* **EXERCISE REQUIREMENTS**:
Copy, from the data below, each line that has the word "buttons".

Saved entries
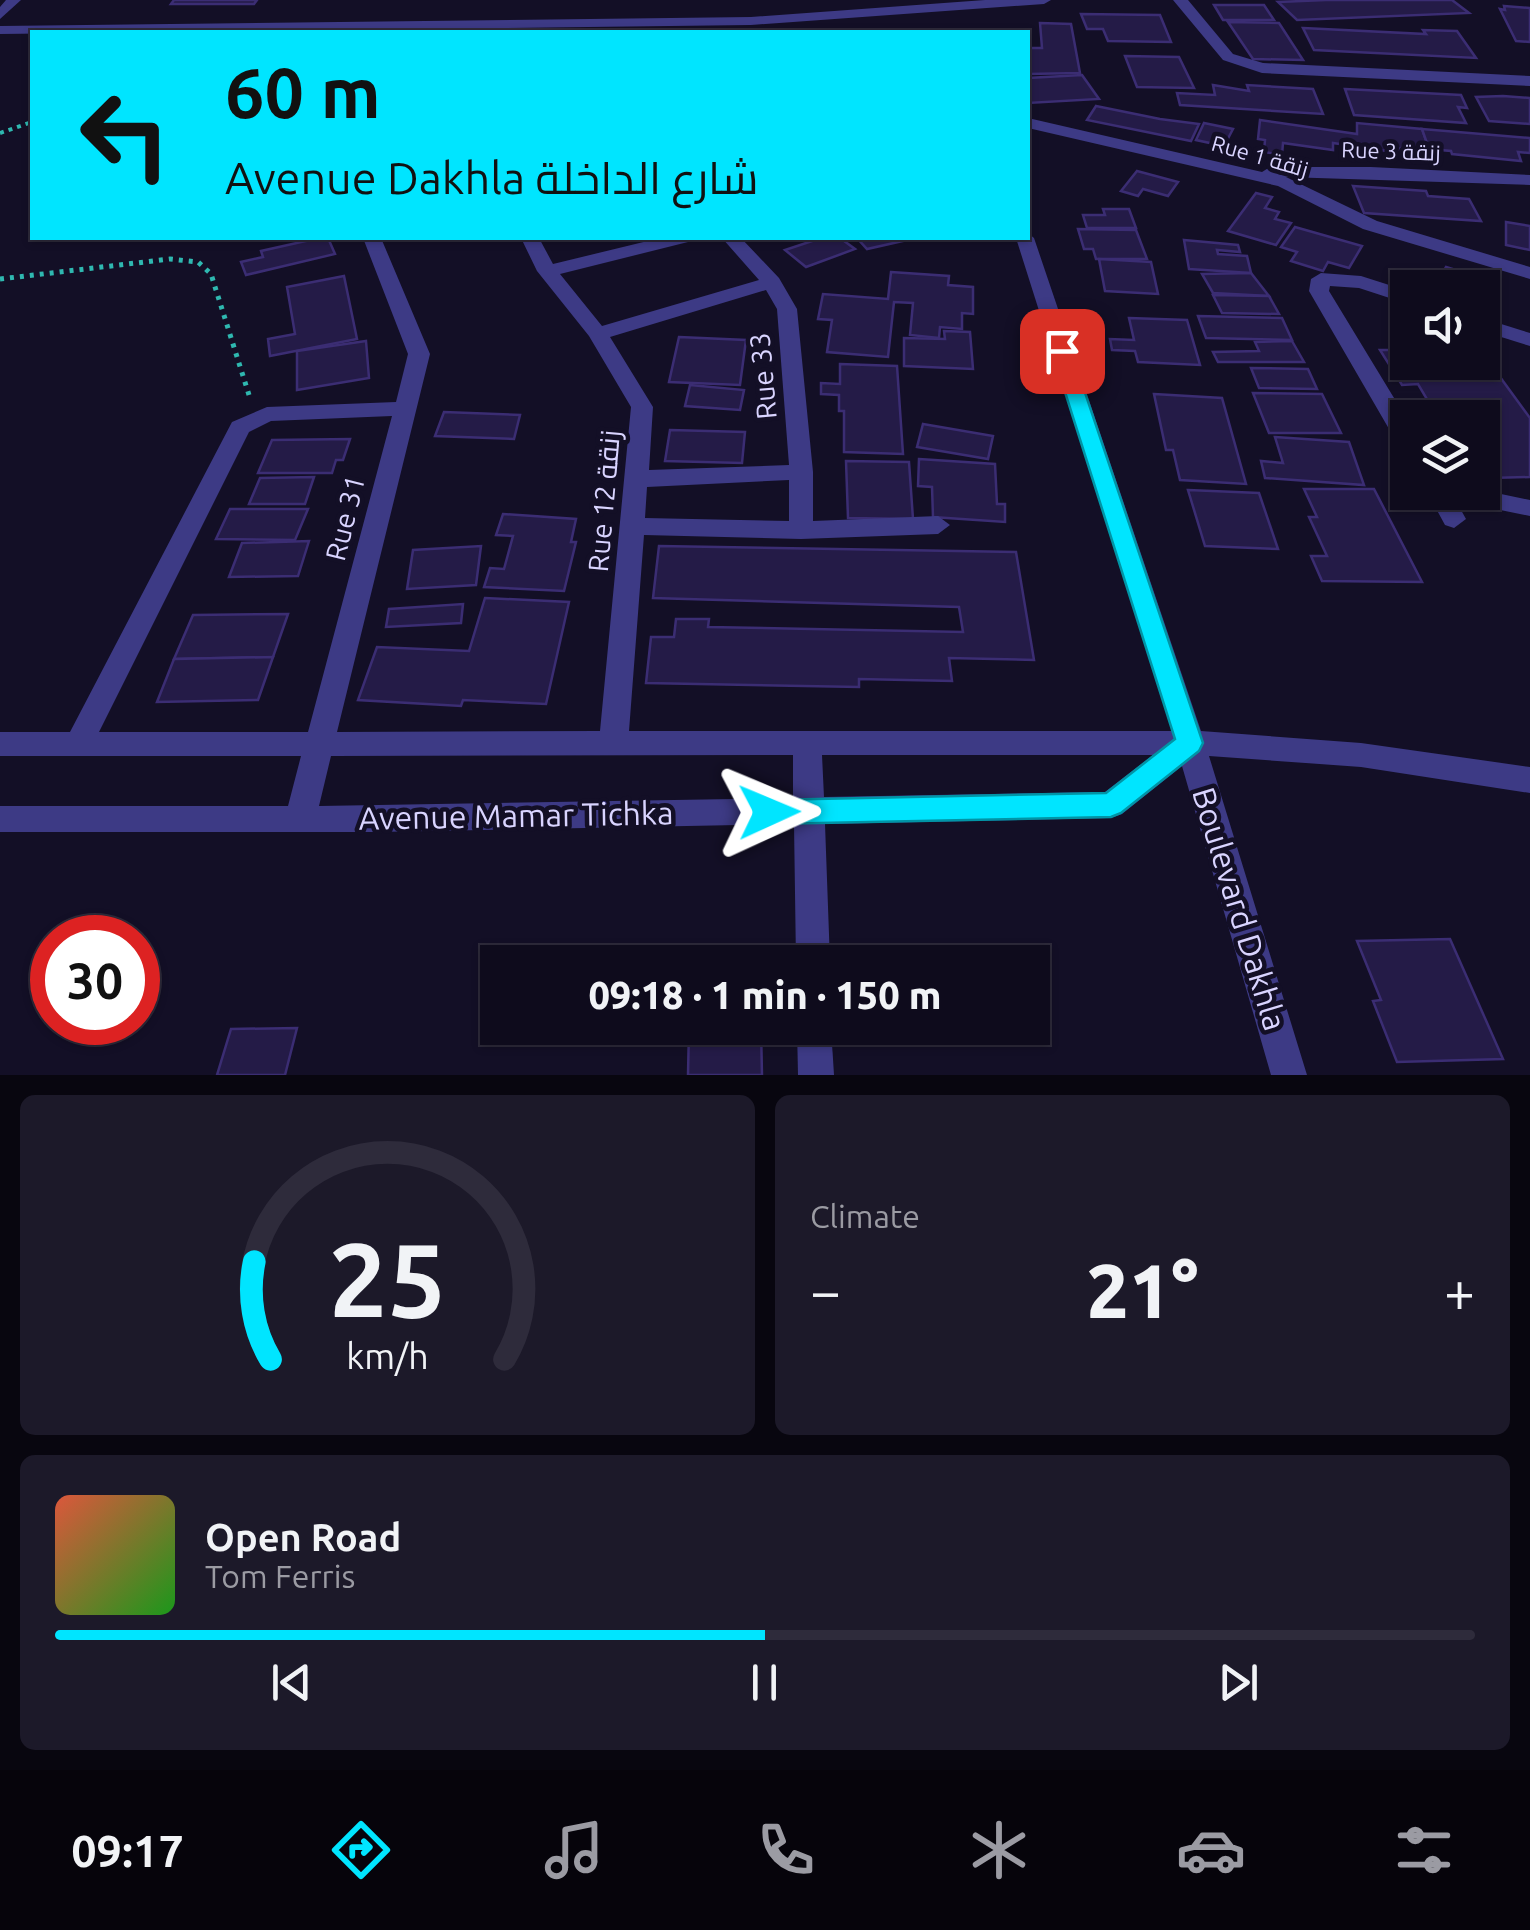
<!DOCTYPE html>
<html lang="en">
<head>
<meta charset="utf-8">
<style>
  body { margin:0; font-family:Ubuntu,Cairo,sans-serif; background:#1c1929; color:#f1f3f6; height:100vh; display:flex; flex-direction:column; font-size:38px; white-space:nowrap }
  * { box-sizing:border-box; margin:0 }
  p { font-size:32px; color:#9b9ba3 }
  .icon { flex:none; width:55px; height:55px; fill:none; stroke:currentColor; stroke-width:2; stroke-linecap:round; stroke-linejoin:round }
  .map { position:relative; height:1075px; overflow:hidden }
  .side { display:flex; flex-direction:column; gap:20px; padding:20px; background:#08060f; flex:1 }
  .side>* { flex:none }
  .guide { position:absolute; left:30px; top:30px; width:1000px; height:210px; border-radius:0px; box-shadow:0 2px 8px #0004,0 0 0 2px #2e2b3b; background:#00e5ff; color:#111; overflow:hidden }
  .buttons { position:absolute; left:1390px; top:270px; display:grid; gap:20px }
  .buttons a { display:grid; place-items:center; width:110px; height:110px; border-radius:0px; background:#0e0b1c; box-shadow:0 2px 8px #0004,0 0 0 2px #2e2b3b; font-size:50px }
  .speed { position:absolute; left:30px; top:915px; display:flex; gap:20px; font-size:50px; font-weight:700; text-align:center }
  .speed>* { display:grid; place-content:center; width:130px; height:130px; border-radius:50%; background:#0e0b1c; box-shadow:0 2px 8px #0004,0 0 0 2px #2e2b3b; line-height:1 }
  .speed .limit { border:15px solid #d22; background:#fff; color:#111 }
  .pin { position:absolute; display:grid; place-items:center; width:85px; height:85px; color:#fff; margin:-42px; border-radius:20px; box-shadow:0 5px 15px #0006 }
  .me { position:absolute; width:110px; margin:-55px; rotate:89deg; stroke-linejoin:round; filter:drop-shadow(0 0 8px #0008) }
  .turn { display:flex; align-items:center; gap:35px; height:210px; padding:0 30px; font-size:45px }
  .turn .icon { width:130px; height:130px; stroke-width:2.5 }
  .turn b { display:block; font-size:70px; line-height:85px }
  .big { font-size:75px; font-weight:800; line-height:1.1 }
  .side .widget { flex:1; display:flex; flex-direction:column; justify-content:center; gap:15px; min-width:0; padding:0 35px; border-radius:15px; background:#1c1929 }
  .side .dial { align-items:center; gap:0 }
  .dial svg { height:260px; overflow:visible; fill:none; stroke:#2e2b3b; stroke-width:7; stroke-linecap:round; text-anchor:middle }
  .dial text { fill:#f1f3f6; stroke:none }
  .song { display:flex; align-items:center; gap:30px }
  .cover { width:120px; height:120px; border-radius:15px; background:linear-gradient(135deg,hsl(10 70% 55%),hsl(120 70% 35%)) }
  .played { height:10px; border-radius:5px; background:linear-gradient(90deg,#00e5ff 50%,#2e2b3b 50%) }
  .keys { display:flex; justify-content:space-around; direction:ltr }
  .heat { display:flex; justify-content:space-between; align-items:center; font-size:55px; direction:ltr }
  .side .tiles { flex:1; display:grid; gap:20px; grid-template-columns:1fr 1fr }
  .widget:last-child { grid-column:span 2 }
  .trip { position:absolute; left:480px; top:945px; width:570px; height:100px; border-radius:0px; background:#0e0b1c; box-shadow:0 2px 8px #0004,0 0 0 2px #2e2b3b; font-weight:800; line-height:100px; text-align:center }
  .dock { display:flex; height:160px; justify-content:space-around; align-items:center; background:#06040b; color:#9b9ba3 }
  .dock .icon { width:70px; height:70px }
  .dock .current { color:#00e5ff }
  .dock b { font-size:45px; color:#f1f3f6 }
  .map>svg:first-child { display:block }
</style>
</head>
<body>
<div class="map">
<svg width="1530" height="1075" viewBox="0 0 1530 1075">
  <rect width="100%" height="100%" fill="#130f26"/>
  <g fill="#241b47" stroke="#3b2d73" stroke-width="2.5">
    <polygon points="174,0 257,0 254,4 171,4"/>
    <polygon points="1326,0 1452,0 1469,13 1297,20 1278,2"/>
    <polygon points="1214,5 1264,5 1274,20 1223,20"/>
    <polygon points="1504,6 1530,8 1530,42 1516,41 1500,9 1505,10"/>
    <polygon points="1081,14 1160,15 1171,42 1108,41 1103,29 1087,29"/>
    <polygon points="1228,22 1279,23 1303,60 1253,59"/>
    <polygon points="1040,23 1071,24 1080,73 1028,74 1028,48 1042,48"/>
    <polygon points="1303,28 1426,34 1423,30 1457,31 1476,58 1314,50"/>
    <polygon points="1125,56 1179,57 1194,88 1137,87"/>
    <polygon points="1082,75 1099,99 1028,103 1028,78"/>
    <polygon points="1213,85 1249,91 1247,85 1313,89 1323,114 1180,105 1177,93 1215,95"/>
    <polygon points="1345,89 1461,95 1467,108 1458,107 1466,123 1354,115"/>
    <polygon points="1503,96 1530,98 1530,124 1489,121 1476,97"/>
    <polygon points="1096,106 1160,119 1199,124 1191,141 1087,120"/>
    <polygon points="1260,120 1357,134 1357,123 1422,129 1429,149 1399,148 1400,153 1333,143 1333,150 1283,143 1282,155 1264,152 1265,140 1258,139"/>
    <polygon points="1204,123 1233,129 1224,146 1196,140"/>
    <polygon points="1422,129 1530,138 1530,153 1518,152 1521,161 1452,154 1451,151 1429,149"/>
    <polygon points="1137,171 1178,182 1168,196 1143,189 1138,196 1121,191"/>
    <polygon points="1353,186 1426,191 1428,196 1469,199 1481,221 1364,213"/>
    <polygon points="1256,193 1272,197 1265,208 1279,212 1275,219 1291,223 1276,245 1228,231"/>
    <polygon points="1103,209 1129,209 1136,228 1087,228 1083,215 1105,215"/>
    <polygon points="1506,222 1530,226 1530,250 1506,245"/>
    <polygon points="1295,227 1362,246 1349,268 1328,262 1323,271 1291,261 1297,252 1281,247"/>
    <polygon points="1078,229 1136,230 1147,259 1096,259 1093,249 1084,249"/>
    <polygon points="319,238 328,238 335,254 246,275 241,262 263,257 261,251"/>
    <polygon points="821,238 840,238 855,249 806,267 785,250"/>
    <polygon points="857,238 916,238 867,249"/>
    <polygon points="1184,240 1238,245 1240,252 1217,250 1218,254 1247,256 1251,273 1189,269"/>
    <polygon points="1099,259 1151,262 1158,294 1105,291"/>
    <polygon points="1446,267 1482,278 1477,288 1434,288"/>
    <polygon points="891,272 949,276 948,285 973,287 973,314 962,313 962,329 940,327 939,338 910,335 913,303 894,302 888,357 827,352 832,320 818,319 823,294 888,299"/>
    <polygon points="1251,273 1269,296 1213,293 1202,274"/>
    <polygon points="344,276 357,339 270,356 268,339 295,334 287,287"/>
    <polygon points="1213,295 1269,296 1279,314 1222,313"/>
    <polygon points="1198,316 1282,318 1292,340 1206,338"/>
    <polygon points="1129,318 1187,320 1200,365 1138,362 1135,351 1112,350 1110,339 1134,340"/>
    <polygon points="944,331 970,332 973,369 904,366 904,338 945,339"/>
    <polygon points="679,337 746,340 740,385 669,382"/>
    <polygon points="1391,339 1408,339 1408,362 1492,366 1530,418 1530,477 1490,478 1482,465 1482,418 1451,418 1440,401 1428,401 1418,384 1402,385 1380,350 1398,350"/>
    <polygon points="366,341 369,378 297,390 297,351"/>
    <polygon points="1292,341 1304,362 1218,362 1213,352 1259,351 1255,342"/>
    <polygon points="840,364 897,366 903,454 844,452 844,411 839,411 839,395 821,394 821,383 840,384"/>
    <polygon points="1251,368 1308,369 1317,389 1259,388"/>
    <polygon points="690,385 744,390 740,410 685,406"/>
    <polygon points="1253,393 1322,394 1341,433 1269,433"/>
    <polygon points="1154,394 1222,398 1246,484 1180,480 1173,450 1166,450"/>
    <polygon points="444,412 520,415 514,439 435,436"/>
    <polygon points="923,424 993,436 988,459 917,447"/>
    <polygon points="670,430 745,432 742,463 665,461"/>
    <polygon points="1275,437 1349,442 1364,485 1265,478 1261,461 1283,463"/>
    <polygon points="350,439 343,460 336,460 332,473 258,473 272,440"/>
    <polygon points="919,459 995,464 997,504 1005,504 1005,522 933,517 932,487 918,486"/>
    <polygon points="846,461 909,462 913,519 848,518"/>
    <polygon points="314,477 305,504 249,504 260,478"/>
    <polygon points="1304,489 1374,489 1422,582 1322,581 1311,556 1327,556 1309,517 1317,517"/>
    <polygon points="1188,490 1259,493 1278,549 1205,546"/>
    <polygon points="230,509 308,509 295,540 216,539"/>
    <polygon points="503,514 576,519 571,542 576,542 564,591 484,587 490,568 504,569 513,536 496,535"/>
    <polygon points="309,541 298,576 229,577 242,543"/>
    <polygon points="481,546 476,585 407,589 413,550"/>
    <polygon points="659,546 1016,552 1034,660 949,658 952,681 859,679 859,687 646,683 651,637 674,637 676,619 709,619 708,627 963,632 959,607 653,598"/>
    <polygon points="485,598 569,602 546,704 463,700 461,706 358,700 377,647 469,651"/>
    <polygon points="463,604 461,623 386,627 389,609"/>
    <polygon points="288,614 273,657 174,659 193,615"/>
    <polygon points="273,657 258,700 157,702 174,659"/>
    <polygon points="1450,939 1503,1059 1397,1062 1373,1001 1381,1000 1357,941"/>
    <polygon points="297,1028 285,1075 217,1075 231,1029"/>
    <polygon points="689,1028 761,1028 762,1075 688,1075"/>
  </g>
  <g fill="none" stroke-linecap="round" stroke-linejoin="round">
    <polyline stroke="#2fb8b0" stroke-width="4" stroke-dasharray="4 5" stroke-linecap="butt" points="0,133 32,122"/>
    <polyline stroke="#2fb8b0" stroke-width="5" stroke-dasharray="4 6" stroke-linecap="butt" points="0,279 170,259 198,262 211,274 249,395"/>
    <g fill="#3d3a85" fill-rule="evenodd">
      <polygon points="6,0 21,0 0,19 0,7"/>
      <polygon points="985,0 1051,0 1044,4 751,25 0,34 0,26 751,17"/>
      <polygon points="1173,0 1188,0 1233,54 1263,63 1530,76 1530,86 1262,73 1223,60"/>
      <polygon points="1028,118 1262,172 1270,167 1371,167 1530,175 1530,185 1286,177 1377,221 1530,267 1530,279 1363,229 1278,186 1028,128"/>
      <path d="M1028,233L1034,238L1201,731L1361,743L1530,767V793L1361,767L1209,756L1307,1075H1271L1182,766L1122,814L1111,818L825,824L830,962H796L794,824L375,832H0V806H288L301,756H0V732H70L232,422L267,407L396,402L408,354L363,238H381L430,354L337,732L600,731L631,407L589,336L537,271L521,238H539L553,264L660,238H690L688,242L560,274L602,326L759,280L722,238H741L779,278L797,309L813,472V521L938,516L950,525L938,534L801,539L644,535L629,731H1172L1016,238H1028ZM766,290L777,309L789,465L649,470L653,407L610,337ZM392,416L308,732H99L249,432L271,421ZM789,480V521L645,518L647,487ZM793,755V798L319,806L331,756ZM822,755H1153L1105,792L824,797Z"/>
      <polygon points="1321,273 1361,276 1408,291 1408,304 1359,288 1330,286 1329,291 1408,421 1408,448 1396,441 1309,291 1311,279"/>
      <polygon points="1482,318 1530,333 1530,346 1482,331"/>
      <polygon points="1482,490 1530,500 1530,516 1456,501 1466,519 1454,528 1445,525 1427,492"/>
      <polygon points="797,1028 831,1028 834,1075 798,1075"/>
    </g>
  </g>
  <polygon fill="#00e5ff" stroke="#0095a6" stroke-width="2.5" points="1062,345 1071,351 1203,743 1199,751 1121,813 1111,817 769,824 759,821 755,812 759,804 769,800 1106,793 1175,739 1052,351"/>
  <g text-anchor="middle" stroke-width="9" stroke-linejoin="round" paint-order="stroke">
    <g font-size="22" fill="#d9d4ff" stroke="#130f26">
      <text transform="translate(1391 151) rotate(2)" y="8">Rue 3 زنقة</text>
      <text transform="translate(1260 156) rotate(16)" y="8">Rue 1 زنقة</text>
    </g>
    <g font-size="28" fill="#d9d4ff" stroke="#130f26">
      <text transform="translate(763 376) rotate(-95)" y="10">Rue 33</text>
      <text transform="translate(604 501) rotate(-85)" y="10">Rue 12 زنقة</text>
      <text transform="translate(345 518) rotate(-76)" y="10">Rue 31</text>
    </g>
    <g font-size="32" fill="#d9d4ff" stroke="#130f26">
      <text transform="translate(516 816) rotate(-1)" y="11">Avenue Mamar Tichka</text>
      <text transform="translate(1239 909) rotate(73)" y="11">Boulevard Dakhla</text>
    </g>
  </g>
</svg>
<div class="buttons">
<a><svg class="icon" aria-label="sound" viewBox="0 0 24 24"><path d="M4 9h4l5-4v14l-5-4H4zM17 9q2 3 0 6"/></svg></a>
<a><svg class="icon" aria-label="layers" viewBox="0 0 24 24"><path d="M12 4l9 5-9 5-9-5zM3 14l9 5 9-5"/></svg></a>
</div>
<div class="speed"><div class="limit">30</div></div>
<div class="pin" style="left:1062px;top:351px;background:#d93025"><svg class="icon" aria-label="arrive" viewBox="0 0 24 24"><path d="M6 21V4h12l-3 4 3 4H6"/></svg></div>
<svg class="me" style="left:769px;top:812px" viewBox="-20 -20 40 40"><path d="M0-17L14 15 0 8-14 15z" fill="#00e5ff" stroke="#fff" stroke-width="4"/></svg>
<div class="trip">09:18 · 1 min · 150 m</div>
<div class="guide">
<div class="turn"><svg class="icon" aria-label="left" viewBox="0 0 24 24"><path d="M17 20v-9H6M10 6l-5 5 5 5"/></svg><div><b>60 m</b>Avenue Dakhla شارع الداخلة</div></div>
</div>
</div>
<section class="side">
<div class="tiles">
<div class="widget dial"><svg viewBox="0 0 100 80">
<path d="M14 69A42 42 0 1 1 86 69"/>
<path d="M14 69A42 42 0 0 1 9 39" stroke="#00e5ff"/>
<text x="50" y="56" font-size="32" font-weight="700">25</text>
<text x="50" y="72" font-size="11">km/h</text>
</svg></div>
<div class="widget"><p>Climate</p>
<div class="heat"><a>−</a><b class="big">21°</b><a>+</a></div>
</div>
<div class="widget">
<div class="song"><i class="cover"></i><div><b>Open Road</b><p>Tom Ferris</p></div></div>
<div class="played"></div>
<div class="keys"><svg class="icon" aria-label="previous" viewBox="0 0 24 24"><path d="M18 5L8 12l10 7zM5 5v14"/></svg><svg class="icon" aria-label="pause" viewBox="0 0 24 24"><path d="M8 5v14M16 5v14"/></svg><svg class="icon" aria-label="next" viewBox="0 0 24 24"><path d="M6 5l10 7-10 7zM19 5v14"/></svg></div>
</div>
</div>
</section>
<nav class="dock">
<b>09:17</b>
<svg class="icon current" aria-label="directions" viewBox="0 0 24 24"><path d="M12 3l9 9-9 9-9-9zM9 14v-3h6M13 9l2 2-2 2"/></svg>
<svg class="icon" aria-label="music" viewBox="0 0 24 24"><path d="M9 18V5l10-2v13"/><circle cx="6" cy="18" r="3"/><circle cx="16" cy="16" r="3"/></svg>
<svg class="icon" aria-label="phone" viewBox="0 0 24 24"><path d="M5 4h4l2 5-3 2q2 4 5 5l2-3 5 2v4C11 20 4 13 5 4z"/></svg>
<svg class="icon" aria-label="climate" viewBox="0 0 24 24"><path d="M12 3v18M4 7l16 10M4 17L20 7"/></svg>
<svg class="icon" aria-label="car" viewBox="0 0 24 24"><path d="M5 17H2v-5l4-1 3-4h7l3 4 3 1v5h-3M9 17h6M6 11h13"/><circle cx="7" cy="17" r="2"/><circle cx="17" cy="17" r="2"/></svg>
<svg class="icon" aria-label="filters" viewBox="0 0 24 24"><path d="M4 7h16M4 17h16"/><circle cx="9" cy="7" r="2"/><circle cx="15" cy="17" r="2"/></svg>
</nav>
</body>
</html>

* **SOLUTION FOR THIS TASK**:
  .buttons { position:absolute; left:1390px; top:270px; display:grid; gap:20px }
  .buttons a { display:grid; place-items:center; width:110px; height:110px; border-radius:0px; background:#0e0b1c; box-shadow:0 2px 8px #0004,0 0 0 2px #2e2b3b; font-size:50px }
<div class="buttons">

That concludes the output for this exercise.